◆ **BRIEF**
Search the listing below for the word "Start" and copy each line where it appears.

◆ **PROVIDED INFORMATION**
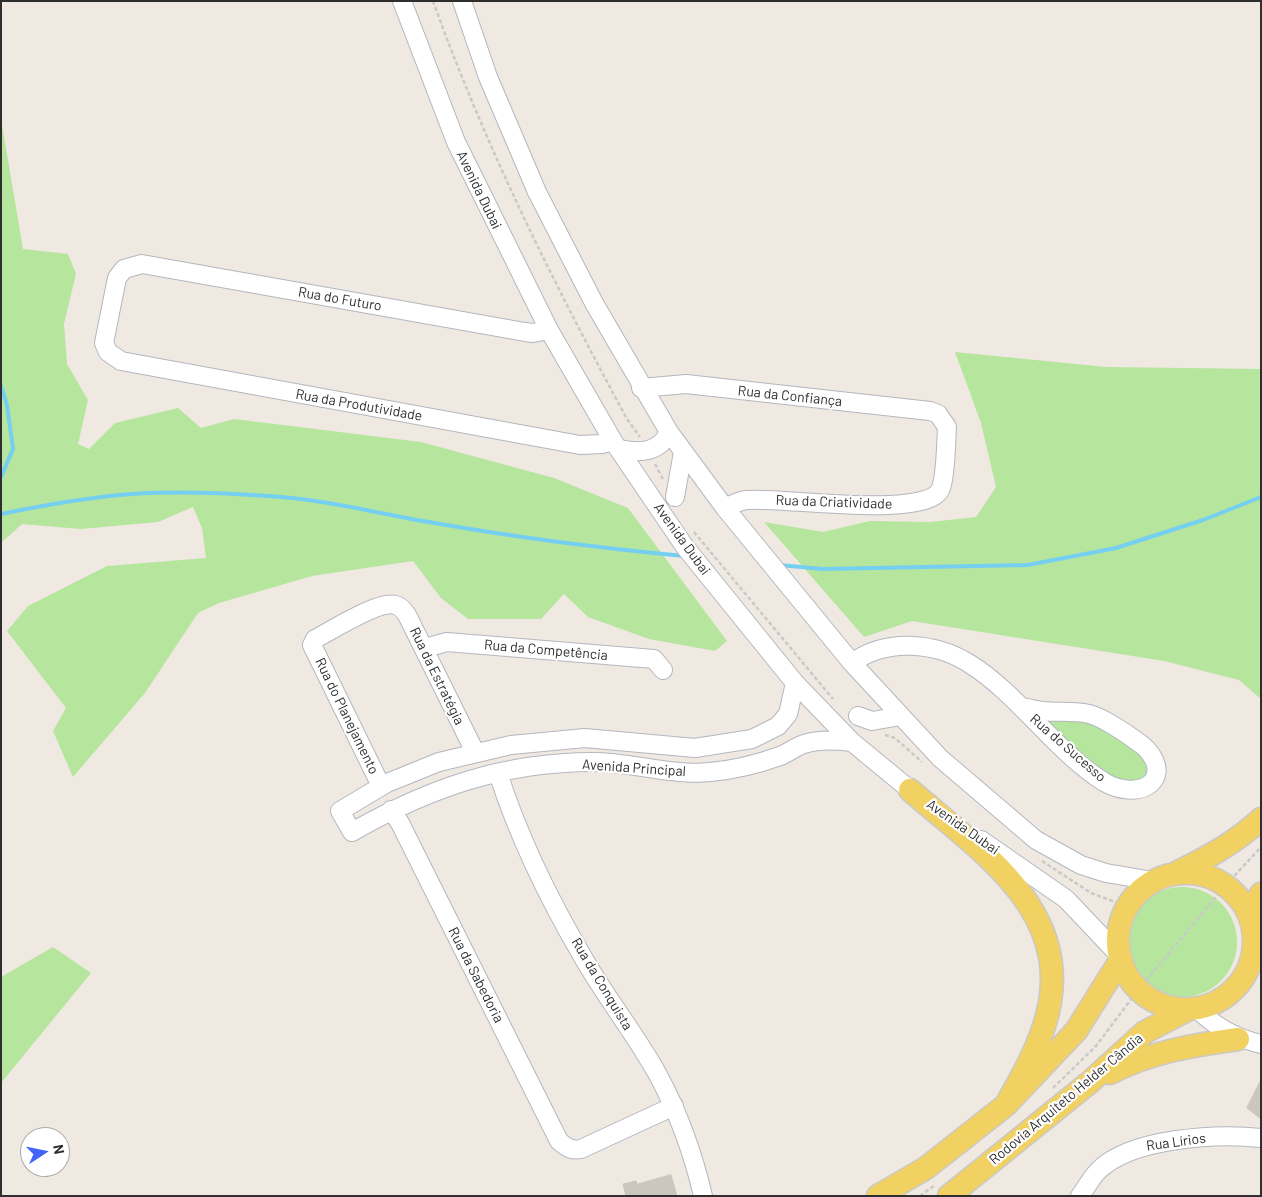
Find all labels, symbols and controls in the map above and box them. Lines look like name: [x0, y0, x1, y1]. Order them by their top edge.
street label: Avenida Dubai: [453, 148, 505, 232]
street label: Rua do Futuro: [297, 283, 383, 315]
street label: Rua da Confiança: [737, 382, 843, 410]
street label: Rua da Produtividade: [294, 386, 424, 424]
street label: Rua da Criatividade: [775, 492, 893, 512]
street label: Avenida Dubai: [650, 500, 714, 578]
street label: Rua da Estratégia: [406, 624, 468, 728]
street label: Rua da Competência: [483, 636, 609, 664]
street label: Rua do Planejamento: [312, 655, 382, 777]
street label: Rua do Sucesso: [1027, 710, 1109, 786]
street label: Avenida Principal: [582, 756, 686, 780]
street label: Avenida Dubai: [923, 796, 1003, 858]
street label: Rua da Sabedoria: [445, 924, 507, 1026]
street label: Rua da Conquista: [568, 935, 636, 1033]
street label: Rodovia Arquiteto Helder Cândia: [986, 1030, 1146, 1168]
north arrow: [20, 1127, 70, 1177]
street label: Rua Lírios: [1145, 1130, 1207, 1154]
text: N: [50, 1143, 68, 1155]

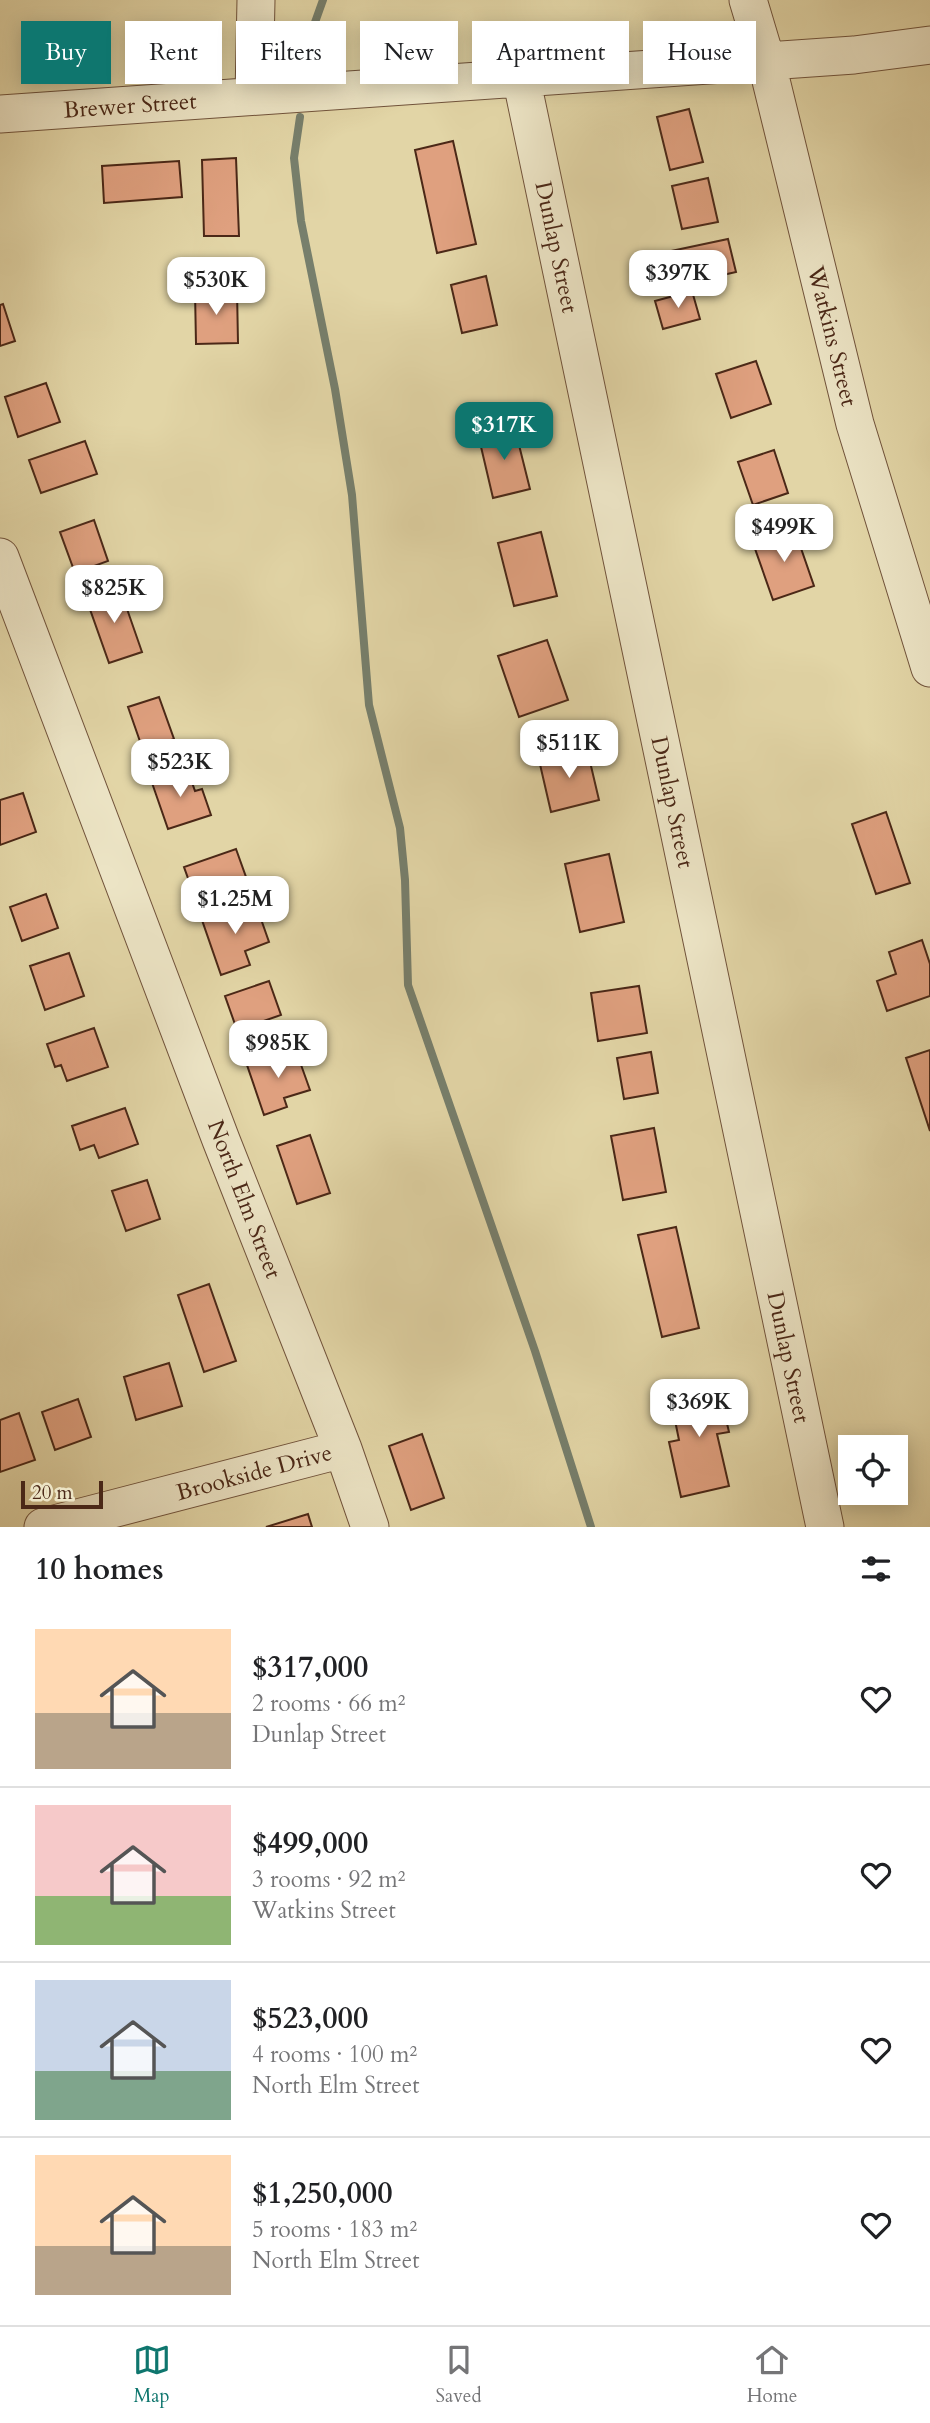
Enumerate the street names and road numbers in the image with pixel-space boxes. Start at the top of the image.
--
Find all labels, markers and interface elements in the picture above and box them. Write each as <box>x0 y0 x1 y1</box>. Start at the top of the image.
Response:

◆ **EXPECTED ANSWER**
Enumerate the street names and road numbers in the image with pixel-space boxes. Start at the top of the image.
Find all labels, markers and interface elements in the picture above and box them. Write each as <box>x0 y0 x1 y1</box>. Start at the top of the image.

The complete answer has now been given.